Atatürk Havalimanı'nın ülkeye yıllarca hizmet verdiğine dikkat çekilen açıklamada, "Bu sırada da Türkiye, özellikle de son 20 yılda, onların istediği gibi yerinde saymadı. Ekonomisi, turizmi, ticareti, nüfusu gelişti. Öyle olunca da yeni ve kapasitesi büyük bir havalimanına ihtiyaç doğdu" denildi.
"Doğu batı pistleri iacil durumlarda kullanılmak üzere açık tutulmaya devam edilecektir"
Açıklamada, ardı ardına başarılarıyla ülkeyi gururlandıran İstanbul Havalimanı çalışmaya devam ederken, Atatürk Havalimanı'nın pistlerinin durumuna ilişkin şu bilgiler paylaşıldı:
Atatürk Havalimanı'nın kuzey güney pistleri İstanbul Havalimanı'nın kuzey güney pistleri ile aynı eksende bulunduğundan, havacılık kuralları gereği kullanılamaması sonucu iniş pisti hüviyetini kaybetmiş olup beton bir alana dönüşmüştür.
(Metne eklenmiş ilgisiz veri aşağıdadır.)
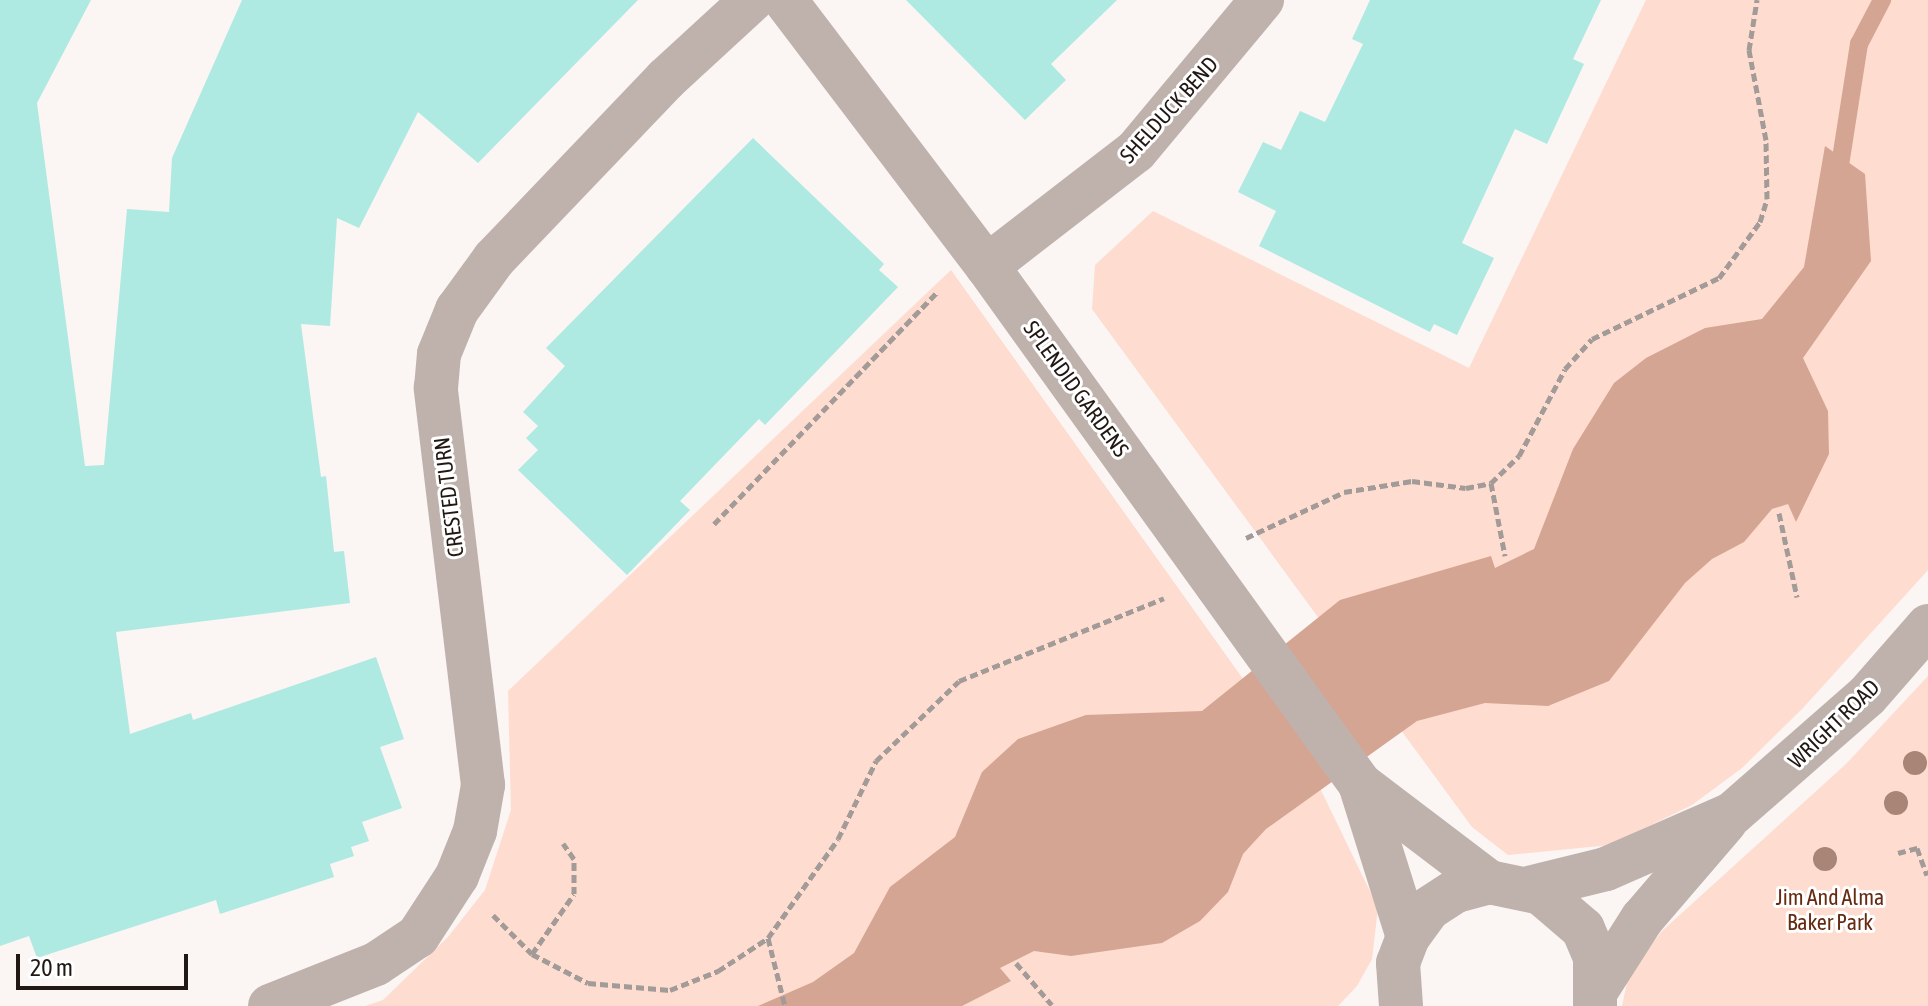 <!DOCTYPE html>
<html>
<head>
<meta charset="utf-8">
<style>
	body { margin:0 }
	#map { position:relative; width:1928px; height:1006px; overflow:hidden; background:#fbf5f3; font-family:"Asap Condensed",sans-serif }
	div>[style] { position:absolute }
	.green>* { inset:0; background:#fedcd0 }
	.water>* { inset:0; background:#d4a593 }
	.stream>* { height:18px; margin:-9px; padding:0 9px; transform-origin:9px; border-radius:9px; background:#d4a593 }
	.building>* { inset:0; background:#aeeae1 }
	.path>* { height:5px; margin-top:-2.5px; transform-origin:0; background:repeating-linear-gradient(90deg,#a39b98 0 8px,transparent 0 12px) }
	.minor>* { height:44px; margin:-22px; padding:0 22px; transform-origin:22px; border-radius:22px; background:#bfb2ad }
	.tertiary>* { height:44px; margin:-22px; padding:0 22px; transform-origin:22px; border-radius:22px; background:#bfb2ad }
	.trees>* { width:24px; height:24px; margin:-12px; border-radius:50%; background:#a88577 }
	span { translate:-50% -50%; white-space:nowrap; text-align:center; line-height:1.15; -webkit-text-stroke:6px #fff; paint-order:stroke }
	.street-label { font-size:22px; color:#211713 }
	.park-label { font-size:22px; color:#652a12 }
	.scale { position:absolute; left:16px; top:954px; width:172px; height:36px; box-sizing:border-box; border:4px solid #211713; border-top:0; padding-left:10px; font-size:24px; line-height:28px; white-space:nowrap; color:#211713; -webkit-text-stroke:6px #fff; paint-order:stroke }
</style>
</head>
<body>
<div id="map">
	<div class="green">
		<i style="clip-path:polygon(1646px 0,1928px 0,1928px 570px,1803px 708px,1742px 768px,1692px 805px,1610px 845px,1508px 855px,1472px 827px,1092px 309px,1095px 265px,1153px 211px,1469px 368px)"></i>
		<i style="clip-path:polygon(951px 270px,1318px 784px,1378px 908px,1372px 959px,1357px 986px,1338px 1006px,365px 1006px,383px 1000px,448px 937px,485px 890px,511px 810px,508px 691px)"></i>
		<i style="clip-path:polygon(1928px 676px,1928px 1006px,1622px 1006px,1629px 973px,1662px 931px,1846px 764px)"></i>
	</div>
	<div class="water">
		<i style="clip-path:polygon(1825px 146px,1865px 174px,1871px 261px,1803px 358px,1828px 411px,1829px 454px,1796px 522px,1788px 504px,1772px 509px,1744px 542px,1712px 559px,1685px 583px,1609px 681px,1548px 706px,1485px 703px,1417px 721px,1266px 829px,1243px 854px,1228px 892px,1200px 921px,1162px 943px,1071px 956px,1034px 951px,1000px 968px,1011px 981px,962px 1006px,758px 1006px,813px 982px,854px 953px,890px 887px,955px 837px,982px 772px,1018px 739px,1086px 715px,1202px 711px,1340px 600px,1491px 556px,1495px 568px,1534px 549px,1573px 449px,1614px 383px,1646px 358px,1705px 328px,1762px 319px,1804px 267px)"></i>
	</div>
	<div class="stream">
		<i style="left:1838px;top:178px;width:136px;rotate:-81.1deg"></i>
		<i style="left:1859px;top:44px;width:50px;rotate:-62.4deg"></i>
	</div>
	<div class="building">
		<i style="clip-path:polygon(0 0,91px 0,37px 103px,85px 466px,104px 465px,127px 209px,169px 212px,172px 158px,242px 0,638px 0,478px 163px,418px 112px,359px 228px,337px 218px,330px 326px,301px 324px,321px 477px,326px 476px,334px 552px,344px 551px,350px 603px,116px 632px,130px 734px,191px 713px,193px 720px,376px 657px,404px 739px,380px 747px,402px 808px,362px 822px,369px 841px,351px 847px,354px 856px,330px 864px,334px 877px,220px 914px,216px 900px,37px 958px,29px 936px,0 946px)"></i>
		<i style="clip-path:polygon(906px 0,1117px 0,1051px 64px,1066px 80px,1025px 120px)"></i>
		<i style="clip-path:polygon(1370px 0,1601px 0,1573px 59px,1584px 64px,1547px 144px,1515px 129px,1462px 243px,1494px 258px,1457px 335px,1434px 324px,1430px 332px,1259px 246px,1276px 211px,1238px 192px,1263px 142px,1281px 150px,1300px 111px,1325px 122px,1363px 44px,1352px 39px)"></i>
		<i style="clip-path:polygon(753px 138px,884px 264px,879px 270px,898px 287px,765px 425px,759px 419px,680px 501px,690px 510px,627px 575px,518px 470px,538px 450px,526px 438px,538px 426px,523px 412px,565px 366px,546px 348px)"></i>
	</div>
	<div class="path">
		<i style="left:1491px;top:483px;width:74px;rotate:79.1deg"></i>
		<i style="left:1779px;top:513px;width:86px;rotate:77.9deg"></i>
		<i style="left:714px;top:524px;width:323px;rotate:-46.1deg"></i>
		<i style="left:1246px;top:538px;width:108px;rotate:-25.1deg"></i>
		<i style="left:1344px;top:492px;width:69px;rotate:-9.2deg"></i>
		<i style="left:1412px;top:481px;width:54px;rotate:7.4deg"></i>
		<i style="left:1466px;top:488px;width:25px;rotate:-11deg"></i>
		<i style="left:1491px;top:483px;width:39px;rotate:-44deg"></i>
		<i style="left:1519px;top:456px;width:98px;rotate:-62.1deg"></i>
		<i style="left:1565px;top:369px;width:40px;rotate:-48deg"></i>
		<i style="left:1592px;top:339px;width:141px;rotate:-25.7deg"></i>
		<i style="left:1719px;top:278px;width:69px;rotate:-53.8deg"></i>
		<i style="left:1760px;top:222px;width:24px;rotate:-73deg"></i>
		<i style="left:1767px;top:199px;width:59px;rotate:-91deg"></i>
		<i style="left:1766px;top:140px;width:92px;rotate:-100.7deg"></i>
		<i style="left:1749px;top:50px;width:51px;rotate:-80.9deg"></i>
		<i style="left:1898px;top:853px;width:20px;rotate:-15deg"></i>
		<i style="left:1917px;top:848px;width:29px;rotate:70deg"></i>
		<i style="left:493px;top:915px;width:55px;rotate:45deg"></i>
		<i style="left:532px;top:954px;width:63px;rotate:27.4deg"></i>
		<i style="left:588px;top:983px;width:82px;rotate:4.9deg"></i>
		<i style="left:670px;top:990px;width:52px;rotate:-21.6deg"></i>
		<i style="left:718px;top:971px;width:60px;rotate:-33.4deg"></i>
		<i style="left:768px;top:938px;width:121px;rotate:-54.7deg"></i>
		<i style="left:838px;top:839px;width:87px;rotate:-64deg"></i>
		<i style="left:876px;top:761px;width:115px;rotate:-43.9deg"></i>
		<i style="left:959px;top:681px;width:221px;rotate:-22deg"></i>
		<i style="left:768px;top:938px;width:70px;rotate:76deg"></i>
		<i style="left:532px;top:954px;width:73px;rotate:-55deg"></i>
		<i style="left:574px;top:894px;width:35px;rotate:-90deg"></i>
		<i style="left:574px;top:859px;width:19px;rotate:-125deg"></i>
		<i style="left:1016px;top:963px;width:55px;rotate:49.4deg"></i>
	</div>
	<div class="minor">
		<i style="left:785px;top:0;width:334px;rotate:52.8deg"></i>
		<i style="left:987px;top:266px;width:638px;rotate:54.24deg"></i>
		<i style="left:1360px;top:784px;width:160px;rotate:72.6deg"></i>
		<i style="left:987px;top:266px;width:188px;rotate:-37.7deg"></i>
		<i style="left:1136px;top:151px;width:197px;rotate:-50.2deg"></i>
		<i style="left:1360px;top:784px;width:162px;rotate:37.2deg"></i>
		<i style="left:270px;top:1006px;width:114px;rotate:-21.6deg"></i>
		<i style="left:376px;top:964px;width:50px;rotate:-33.7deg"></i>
		<i style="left:418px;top:936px;width:72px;rotate:-57deg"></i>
		<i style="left:457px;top:876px;width:48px;rotate:-68.2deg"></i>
		<i style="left:475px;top:831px;width:47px;rotate:-80.1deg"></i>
		<i style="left:483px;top:785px;width:400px;rotate:-96.8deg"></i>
		<i style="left:436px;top:388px;width:34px;rotate:-85deg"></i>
		<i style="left:439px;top:354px;width:48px;rotate:-67.8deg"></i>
		<i style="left:457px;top:310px;width:63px;rotate:-54deg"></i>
		<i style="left:494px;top:259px;width:249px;rotate:-46.3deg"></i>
		<i style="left:666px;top:79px;width:117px;rotate:-42.6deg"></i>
	</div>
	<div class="tertiary">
		<i style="left:1529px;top:888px;width:79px;rotate:-13.9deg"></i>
		<i style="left:1606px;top:869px;width:137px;rotate:-23.6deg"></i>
		<i style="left:1732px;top:814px;width:179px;rotate:-41.2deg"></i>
		<i style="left:1867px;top:696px;width:93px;rotate:-48.9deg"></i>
		<i style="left:1598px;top:988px;width:82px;rotate:-57.5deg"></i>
		<i style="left:1642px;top:919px;width:128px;rotate:-49.4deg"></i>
		<i style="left:1401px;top:1006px;width:43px;rotate:-94deg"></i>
		<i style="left:1398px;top:963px;width:28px;rotate:-69deg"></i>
		<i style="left:1408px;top:937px;width:34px;rotate:-54deg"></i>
		<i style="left:1428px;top:909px;width:33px;rotate:-33deg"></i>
		<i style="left:1456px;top:891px;width:34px;rotate:-15deg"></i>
		<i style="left:1489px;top:882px;width:53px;rotate:11.9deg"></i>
		<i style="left:1541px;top:893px;width:55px;rotate:40.6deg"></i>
		<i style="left:1583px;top:929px;width:30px;rotate:67deg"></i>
		<i style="left:1595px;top:957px;width:49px;rotate:90deg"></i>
	</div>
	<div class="trees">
		<i style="left:1915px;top:763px"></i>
		<i style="left:1896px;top:803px"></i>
		<i style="left:1825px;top:859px"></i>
	</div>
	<div class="street-label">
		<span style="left:1169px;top:110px;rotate:-48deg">SHELDUCK BEND</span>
		<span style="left:1076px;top:389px;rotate:54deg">SPLENDID GARDENS</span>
		<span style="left:449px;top:497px;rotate:-97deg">CRESTED TURN</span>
		<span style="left:1834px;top:724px;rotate:-44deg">WRIGHT ROAD</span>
	</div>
	<div class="park-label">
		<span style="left:1830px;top:910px">Jim And Alma<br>Baker Park</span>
	</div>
	<div class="scale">20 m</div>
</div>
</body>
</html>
Halihazırda kullanılmaya devam edilen doğu batı pistleri ise acil durumlarda kullanılmak üzere açık tutulmaya devam edilecektir.
Atatürk Havalimanı'nda bulunan 3 adet pistten, 05-23 pisti halen genel havacılık uçuşları için aktif olarak kullanılmaktadır. 2 adet 17-35 paralel pistleri ise Nisan 2019 tarihinde notam ile kullanım dışı bırakılmış olup 16 Temmuz 2020 tarihinde de Havacılık Enformasyon Yayını (AIP) ile uluslararası olarak havacılık sektörüne duyurulmuştur.
Atatürk Havalimanı kuzey güney pistlerinin olduğu bölge bundan böyle milletimize başka bir şekilde, Millet Bahçesi'yle hizmet edecek. Atatürk Havalimanı, milletin kalmaya devam edecek. Bu kadar açık, bu kadar net.